== Instructions to follow ==
Check each line of the entries below for the word "Start", and copy out the ones that have it.

== Records supplied ==
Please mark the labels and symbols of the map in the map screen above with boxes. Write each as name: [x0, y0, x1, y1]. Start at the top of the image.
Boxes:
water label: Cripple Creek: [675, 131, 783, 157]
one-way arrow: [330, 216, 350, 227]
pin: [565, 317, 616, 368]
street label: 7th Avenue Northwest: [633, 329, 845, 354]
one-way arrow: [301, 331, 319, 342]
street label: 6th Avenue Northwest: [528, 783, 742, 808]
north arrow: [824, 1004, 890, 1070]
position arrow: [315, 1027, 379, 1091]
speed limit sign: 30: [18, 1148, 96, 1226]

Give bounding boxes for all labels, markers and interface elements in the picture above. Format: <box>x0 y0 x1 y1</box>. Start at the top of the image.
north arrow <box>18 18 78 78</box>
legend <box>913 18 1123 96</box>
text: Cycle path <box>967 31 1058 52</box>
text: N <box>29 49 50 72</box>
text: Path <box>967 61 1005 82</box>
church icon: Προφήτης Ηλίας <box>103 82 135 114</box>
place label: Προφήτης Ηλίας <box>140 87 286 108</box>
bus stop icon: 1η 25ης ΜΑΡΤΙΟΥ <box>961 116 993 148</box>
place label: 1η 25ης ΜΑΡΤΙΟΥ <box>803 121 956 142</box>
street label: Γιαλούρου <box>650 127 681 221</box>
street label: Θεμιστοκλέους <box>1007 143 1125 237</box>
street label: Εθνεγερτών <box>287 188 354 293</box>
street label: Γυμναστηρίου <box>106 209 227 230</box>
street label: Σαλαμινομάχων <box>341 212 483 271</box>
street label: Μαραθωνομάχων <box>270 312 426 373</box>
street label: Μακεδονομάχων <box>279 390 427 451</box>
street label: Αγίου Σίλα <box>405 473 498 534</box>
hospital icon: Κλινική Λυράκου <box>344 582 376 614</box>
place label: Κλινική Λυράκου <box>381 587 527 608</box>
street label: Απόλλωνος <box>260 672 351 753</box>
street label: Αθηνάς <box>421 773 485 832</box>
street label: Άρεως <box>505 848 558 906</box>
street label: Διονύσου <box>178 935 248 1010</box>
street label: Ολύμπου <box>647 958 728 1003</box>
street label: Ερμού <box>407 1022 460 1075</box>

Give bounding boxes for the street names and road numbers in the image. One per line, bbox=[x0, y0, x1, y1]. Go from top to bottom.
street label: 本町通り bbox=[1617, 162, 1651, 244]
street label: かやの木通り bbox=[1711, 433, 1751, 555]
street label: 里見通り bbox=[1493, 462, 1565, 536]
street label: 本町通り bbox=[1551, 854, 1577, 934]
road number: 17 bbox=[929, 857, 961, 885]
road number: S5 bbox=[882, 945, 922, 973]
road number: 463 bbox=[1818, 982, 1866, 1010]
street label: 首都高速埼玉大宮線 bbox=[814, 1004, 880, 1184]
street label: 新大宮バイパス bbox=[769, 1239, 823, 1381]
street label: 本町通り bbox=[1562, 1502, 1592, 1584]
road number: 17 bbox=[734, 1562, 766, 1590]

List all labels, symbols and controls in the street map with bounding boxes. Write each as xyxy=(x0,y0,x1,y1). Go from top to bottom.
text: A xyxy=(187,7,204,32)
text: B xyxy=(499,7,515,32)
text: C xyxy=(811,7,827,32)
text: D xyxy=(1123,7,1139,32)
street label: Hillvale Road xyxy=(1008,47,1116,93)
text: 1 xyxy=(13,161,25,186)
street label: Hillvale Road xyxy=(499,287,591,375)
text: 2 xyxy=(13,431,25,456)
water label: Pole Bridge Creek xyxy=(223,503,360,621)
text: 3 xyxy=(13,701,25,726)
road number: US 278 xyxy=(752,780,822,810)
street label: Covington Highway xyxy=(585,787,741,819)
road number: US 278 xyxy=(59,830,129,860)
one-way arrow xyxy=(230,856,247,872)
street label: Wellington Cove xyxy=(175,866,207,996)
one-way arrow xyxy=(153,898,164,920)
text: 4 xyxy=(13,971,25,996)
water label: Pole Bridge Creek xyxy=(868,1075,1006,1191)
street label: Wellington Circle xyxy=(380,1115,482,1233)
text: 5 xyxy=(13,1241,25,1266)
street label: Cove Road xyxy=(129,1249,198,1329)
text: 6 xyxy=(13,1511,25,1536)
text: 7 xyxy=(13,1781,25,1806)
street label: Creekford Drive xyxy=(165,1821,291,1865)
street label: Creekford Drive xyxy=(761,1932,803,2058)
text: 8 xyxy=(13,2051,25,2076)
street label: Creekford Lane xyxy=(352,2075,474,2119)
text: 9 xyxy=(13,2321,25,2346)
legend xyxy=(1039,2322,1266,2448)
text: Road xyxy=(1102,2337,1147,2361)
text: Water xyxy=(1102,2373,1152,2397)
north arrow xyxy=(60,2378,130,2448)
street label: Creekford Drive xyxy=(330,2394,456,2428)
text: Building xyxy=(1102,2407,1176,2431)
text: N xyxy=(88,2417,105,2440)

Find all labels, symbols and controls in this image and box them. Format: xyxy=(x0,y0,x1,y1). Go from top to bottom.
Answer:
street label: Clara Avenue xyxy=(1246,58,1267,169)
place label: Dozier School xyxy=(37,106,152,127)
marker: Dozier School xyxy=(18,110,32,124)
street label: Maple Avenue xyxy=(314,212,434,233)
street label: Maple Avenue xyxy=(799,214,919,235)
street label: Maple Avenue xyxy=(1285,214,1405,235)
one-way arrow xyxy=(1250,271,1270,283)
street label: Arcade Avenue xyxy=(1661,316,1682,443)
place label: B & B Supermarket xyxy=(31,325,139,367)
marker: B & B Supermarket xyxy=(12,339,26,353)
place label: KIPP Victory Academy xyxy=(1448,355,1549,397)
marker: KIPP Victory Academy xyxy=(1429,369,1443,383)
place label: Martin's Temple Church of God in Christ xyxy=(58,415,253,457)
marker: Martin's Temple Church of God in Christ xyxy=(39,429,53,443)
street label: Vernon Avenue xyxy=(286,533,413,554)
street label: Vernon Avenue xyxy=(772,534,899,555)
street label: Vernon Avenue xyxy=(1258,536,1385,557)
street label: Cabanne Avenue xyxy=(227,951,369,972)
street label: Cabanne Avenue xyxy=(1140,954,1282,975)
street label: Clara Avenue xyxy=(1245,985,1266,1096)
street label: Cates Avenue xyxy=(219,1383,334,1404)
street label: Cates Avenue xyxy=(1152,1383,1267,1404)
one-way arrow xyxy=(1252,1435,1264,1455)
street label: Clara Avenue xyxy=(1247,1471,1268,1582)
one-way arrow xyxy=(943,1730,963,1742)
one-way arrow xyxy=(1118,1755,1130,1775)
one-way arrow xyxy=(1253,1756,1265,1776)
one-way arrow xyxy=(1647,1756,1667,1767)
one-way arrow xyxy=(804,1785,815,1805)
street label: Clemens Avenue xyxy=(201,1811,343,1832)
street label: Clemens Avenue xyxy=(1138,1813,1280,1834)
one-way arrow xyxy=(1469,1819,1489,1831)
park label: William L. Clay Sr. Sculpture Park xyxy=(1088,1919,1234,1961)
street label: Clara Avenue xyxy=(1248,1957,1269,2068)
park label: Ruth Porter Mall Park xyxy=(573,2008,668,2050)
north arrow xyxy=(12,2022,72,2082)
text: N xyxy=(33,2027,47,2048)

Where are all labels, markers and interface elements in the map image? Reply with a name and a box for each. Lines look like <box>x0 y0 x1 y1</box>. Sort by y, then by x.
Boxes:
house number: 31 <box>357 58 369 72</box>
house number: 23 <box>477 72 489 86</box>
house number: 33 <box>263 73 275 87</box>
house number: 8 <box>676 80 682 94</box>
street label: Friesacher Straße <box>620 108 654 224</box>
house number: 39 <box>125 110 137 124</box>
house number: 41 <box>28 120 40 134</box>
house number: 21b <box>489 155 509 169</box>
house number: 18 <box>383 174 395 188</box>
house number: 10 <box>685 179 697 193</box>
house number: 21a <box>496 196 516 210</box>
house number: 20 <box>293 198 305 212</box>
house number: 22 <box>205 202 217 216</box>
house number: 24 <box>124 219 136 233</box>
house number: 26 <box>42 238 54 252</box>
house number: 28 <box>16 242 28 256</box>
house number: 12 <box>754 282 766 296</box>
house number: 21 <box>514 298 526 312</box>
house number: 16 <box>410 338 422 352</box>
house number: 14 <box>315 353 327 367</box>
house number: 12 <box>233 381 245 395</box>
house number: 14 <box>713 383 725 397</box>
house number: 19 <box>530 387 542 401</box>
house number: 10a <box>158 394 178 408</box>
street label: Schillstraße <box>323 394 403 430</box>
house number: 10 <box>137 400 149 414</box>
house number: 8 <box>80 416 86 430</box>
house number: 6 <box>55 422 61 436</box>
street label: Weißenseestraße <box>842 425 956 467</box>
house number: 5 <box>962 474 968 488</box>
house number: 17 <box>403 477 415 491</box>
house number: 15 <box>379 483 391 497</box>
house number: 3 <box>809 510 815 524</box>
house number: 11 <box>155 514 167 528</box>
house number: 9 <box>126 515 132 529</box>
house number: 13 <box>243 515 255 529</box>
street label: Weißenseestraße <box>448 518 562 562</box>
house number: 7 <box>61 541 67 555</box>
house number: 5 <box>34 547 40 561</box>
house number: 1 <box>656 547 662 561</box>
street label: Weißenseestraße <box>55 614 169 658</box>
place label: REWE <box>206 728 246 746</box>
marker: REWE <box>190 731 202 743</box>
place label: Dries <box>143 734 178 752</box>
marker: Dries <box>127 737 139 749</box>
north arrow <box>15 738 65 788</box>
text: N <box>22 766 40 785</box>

== Your solution ==
Please mark the labels and symbols of the map in the map screen above with boxes. Write each as name: [x0, y0, x1, y1]. Start at the top of the image.
Give bounding boxes for all labels, markers and interface elements in the picture above. Format: <box>x0 y0 x1 y1</box>. Start at the top of the image.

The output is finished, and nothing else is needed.